Collected data entries
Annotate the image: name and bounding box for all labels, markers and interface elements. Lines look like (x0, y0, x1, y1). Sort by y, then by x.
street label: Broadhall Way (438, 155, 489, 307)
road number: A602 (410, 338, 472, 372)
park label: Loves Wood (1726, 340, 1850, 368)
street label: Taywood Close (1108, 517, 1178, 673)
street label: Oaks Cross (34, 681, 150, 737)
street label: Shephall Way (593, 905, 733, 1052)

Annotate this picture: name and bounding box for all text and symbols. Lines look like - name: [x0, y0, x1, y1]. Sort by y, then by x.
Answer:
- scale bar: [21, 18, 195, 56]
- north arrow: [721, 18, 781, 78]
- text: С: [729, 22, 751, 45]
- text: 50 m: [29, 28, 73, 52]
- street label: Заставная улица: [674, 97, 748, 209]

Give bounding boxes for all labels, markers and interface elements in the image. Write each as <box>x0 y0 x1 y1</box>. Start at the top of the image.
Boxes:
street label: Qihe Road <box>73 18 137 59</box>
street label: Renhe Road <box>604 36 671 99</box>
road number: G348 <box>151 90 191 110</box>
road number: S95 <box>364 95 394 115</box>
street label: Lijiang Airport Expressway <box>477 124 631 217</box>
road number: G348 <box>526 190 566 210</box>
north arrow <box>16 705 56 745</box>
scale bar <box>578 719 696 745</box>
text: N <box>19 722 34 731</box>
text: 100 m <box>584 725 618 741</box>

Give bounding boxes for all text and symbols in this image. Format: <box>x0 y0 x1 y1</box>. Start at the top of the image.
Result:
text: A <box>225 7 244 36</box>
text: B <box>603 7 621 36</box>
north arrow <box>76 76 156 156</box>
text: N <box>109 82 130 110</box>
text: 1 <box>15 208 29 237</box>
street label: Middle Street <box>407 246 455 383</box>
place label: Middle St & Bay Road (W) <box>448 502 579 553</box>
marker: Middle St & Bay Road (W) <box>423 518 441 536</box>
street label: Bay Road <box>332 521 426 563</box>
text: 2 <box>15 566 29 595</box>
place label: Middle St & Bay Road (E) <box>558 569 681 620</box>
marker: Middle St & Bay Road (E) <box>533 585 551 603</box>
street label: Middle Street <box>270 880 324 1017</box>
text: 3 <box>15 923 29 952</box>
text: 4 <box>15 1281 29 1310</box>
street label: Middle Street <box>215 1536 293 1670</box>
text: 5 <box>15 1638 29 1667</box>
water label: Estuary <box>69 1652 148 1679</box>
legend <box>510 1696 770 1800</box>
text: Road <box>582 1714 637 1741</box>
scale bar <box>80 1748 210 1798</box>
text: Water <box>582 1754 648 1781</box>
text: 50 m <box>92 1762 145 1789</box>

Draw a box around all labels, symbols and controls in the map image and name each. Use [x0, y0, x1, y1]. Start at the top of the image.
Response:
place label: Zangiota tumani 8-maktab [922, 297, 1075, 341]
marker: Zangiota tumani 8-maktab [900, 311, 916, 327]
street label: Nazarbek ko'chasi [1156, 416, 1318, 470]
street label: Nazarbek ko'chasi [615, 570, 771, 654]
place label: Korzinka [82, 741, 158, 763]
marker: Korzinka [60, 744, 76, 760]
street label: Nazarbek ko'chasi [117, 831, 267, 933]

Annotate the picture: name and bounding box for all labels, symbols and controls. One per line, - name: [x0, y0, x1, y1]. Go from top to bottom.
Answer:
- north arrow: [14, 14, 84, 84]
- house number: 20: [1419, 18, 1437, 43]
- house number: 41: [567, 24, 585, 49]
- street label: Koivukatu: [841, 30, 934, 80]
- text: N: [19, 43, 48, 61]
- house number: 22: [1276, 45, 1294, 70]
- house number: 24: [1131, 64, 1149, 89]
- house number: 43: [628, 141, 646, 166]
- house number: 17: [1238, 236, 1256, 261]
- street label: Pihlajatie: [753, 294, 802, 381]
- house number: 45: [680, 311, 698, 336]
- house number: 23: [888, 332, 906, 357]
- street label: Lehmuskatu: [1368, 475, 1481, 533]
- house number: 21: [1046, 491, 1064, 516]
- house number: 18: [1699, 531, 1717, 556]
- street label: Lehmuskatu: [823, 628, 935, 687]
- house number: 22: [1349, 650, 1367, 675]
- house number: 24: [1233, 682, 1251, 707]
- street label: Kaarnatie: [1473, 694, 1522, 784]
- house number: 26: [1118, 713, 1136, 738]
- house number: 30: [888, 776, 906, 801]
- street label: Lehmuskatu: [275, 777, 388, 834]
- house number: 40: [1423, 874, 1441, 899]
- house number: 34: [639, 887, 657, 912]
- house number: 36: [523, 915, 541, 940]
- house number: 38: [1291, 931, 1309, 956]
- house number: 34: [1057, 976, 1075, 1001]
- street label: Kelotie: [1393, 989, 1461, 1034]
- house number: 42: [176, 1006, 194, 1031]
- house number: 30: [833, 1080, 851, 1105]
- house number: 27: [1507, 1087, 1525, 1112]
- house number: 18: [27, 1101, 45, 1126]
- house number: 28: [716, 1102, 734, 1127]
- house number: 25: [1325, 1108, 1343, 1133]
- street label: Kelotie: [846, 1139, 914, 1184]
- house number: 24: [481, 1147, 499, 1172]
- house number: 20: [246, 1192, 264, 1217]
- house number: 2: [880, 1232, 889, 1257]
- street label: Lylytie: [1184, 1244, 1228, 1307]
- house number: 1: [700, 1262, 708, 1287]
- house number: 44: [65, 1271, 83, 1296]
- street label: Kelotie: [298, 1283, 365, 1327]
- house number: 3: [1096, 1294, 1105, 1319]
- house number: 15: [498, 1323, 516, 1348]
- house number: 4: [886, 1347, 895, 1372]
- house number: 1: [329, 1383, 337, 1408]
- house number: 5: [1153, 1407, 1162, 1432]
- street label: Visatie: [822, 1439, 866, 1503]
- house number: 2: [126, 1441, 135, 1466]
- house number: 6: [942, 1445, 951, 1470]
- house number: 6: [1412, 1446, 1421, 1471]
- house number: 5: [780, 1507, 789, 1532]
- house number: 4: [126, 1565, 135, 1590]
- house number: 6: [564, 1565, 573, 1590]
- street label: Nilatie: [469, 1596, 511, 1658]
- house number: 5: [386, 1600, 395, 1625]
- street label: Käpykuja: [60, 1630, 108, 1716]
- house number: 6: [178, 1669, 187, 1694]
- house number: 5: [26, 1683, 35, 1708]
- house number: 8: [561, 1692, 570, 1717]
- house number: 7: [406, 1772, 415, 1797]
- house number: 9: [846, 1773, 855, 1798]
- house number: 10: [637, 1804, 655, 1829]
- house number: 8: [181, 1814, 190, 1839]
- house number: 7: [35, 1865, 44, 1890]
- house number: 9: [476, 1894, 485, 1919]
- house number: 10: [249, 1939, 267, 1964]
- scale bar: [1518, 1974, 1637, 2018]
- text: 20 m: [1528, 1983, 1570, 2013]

Task goal
Output the data exactly, from the first line through the line that holds "Give bounding boxes for all labels, markers", so that no later line appears.

Answer section
Annotate the image: name and bounding box for all labels, markers and interface elements. Lines look like (x0, y0, x1, y1). Sort by y, then by x.
street label: Broadhall Way (438, 155, 489, 307)
road number: A602 (410, 338, 472, 372)
park label: Loves Wood (1726, 340, 1850, 368)
street label: Taywood Close (1108, 517, 1178, 673)
street label: Oaks Cross (34, 681, 150, 737)
street label: Shephall Way (593, 905, 733, 1052)

Annotate this picture: name and bounding box for all text and symbols. Lines look like - name: [x0, y0, x1, y1]. Sort by y, then by x.
Answer:
- scale bar: [21, 18, 195, 56]
- north arrow: [721, 18, 781, 78]
- text: С: [729, 22, 751, 45]
- text: 50 m: [29, 28, 73, 52]
- street label: Заставная улица: [674, 97, 748, 209]

Give bounding boxes for all labels, markers and interface elements in the image. Write each as <box>x0 y0 x1 y1</box>. Start at the top of the image.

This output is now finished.